DATASET RECORDS:

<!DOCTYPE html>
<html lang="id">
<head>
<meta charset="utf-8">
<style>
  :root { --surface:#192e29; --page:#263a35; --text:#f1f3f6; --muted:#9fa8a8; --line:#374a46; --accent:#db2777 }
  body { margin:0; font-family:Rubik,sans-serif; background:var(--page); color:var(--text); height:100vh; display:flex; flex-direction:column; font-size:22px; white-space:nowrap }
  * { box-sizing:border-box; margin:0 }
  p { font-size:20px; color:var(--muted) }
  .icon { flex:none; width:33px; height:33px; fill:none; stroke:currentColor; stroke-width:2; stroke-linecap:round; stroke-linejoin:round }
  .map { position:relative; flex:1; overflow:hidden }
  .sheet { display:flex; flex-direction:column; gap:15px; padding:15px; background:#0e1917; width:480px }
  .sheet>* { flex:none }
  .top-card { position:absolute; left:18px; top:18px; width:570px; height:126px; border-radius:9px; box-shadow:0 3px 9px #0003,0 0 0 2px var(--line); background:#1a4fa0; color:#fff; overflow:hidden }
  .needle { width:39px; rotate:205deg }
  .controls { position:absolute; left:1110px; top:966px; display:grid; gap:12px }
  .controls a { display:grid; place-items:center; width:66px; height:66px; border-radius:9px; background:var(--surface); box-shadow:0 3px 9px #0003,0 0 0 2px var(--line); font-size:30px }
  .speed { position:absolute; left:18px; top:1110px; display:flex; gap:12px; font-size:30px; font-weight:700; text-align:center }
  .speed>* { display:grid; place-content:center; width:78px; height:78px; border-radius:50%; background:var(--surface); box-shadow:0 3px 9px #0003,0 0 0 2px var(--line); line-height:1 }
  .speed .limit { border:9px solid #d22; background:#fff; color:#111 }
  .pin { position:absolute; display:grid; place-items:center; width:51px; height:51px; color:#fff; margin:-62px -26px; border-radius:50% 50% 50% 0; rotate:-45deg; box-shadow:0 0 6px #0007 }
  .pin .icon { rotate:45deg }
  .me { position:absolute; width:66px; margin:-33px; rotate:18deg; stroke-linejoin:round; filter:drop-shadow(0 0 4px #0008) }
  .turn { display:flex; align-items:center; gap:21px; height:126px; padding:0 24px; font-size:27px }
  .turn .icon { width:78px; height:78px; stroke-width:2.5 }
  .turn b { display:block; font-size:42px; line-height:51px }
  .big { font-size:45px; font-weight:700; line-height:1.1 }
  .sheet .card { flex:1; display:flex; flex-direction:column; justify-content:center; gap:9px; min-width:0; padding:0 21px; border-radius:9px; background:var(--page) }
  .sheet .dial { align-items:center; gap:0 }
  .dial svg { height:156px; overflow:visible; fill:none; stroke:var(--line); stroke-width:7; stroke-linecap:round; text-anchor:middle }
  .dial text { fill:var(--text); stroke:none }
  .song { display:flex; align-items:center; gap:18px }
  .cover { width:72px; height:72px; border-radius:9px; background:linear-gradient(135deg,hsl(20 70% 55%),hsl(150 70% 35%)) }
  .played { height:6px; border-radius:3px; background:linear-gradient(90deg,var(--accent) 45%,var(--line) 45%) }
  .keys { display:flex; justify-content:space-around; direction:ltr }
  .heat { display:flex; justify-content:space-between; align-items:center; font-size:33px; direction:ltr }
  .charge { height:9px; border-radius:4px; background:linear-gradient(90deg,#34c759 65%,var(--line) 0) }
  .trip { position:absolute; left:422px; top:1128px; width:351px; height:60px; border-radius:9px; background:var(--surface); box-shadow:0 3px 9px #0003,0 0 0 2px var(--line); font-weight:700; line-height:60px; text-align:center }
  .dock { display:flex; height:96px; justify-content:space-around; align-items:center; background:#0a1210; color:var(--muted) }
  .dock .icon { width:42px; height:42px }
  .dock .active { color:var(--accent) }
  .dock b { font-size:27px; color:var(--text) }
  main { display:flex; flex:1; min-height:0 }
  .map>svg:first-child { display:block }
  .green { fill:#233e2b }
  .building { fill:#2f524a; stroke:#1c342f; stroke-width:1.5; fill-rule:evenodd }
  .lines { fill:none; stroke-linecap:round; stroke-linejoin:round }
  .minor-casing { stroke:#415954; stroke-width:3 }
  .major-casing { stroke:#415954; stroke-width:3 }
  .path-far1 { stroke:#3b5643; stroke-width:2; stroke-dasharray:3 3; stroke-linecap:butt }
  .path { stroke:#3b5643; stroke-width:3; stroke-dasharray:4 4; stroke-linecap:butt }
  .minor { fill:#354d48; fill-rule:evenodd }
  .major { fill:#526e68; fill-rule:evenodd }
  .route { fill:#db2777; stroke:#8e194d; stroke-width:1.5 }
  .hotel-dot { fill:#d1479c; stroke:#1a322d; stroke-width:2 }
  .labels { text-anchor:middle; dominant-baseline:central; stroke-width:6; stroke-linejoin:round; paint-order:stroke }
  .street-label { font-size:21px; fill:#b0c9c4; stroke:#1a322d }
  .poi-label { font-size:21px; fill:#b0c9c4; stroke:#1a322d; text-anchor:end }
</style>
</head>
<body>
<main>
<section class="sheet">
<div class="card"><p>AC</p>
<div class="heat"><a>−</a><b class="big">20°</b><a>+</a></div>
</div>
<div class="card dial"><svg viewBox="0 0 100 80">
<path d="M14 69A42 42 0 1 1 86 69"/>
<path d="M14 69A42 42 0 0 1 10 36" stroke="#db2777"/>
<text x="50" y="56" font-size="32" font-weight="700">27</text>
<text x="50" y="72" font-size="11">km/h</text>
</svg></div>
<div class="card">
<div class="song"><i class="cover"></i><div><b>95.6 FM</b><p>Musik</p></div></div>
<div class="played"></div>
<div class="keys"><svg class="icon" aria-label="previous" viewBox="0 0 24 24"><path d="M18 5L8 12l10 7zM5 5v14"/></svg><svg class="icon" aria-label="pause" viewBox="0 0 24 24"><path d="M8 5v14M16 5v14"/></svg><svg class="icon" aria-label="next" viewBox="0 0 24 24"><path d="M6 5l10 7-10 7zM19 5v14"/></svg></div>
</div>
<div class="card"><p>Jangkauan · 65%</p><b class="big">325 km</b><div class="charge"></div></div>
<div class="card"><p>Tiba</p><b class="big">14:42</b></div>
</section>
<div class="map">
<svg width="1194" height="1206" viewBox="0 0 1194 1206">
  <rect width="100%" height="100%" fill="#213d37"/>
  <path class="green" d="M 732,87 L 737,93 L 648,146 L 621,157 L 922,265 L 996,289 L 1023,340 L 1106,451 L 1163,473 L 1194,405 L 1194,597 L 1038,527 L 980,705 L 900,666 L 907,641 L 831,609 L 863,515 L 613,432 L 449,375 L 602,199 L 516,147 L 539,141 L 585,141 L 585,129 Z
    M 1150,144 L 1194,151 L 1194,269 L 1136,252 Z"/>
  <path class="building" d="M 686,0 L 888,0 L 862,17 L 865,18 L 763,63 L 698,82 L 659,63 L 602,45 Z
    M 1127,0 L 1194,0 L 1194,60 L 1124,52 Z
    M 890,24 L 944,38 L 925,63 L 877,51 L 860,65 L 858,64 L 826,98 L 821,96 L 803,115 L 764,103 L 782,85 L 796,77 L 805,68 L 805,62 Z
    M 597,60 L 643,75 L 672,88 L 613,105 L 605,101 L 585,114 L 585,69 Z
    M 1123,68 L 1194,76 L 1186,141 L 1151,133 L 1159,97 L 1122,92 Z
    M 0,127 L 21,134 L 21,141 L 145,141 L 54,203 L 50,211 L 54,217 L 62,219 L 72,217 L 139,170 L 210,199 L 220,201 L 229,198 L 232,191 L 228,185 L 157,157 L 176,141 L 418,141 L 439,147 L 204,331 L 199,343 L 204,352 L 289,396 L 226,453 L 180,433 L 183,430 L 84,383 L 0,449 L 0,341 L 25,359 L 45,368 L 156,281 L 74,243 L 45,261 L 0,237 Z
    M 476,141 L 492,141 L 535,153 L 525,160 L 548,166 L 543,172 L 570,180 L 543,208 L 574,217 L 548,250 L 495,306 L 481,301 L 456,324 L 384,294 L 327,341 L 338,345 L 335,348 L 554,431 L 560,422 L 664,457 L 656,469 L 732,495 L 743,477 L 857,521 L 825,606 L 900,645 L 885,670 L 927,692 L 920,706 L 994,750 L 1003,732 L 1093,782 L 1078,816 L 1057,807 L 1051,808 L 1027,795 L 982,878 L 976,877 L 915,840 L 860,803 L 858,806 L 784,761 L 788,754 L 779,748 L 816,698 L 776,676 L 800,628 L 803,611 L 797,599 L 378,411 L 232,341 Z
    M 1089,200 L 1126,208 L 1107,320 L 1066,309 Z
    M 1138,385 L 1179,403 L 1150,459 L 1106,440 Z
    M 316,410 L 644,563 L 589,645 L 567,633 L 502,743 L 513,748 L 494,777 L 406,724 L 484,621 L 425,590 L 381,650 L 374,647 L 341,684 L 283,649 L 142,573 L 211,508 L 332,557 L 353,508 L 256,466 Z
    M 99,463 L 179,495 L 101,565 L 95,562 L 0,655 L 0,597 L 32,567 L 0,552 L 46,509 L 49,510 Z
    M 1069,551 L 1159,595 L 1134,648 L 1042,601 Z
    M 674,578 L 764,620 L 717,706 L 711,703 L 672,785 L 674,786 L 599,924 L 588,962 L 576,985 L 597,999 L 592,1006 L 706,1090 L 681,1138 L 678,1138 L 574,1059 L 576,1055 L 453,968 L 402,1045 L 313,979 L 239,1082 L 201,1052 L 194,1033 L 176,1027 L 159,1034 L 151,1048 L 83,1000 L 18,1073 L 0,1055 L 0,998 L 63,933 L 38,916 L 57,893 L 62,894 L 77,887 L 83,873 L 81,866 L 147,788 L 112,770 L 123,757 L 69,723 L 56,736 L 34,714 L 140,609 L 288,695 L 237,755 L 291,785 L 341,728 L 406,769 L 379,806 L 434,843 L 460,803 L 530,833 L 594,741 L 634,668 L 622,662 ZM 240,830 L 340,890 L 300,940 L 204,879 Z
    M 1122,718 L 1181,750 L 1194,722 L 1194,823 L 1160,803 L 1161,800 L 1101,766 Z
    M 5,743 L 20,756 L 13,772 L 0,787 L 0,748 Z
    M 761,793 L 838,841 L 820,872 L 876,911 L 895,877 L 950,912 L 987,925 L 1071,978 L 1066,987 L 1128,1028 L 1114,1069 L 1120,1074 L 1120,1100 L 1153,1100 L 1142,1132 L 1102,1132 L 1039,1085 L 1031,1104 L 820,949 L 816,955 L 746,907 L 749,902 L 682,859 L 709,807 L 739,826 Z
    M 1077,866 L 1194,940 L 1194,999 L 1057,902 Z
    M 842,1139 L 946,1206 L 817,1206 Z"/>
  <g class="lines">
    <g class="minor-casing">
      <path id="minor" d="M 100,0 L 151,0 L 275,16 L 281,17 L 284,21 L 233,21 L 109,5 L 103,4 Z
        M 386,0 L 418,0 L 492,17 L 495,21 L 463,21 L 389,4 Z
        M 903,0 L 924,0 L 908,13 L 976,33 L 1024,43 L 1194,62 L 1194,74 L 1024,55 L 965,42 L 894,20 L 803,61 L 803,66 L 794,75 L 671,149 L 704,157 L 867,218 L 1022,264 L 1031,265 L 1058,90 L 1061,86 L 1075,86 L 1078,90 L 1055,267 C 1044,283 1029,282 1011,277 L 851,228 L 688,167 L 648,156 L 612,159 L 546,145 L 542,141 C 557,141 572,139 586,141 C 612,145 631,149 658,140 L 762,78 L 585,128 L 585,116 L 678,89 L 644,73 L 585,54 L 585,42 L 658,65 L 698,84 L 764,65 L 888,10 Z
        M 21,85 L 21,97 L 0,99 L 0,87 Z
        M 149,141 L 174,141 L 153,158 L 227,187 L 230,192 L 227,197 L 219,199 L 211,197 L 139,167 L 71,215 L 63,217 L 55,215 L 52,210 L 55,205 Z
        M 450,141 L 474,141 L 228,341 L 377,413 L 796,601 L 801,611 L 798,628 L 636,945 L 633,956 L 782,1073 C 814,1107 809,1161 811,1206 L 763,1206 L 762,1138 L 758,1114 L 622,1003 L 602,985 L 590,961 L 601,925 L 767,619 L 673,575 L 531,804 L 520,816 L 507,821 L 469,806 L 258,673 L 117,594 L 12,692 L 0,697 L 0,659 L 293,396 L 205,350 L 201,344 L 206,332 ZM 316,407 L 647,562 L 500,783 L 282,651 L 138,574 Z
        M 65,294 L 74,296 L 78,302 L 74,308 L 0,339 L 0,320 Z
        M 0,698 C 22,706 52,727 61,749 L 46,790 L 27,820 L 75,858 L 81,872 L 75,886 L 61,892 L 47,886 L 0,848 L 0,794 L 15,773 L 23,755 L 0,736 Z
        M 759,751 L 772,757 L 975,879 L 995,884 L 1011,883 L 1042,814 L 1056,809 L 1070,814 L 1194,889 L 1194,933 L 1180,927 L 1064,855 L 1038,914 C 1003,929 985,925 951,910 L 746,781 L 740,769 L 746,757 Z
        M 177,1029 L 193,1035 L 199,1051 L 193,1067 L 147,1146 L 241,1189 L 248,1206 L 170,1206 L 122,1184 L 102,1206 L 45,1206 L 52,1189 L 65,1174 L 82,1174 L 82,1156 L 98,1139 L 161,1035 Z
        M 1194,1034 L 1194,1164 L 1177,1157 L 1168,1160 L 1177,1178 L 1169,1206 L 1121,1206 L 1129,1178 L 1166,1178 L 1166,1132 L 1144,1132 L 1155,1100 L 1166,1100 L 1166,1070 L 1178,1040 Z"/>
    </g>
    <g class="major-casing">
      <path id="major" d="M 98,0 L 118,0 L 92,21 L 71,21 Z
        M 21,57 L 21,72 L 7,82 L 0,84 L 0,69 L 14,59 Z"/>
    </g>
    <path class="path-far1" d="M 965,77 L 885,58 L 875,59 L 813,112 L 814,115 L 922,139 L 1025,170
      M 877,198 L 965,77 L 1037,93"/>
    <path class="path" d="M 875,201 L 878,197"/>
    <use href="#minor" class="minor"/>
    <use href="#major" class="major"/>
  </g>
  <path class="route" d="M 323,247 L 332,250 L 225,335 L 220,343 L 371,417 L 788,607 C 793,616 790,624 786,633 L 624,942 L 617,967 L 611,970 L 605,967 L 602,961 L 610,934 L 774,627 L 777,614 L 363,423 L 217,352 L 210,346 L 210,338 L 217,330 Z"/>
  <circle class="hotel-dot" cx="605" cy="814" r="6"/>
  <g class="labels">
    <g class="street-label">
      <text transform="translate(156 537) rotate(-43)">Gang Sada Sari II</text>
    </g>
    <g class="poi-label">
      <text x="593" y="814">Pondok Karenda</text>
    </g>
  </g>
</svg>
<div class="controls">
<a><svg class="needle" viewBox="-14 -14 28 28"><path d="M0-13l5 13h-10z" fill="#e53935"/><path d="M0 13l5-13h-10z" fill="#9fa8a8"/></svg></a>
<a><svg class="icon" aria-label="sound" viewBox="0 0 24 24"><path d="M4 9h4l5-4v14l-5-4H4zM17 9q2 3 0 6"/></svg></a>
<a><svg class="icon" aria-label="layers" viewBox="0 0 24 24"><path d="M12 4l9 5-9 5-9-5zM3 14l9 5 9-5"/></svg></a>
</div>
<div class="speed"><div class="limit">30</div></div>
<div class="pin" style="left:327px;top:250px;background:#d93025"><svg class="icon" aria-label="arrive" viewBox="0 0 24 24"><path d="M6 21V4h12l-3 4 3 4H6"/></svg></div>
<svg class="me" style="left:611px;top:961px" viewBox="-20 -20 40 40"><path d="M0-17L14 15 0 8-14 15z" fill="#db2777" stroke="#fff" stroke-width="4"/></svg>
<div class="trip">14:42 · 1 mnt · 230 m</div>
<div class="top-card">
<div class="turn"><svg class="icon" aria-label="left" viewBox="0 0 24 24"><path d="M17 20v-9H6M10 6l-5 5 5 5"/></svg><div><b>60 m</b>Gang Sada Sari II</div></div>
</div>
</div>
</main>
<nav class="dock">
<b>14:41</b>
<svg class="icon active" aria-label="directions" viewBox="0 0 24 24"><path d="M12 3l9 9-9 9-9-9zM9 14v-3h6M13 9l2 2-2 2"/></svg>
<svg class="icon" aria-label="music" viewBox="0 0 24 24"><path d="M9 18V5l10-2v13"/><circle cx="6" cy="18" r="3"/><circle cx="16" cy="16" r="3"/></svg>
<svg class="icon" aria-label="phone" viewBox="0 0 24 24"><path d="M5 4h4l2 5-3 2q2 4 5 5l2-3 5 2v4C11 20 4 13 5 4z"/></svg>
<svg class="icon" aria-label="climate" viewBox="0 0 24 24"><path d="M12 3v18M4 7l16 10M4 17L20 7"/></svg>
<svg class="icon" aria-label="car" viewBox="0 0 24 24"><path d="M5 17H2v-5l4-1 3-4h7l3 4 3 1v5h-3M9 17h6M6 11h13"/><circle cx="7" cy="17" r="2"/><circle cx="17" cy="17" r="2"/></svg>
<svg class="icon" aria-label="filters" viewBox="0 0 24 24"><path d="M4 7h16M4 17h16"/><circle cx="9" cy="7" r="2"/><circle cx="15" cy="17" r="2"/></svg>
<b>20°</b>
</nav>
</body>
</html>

ACTION ITEM: Going through the data above, count each line that contains "lines" and give only that figure.

REPLY TO THE TASK: 2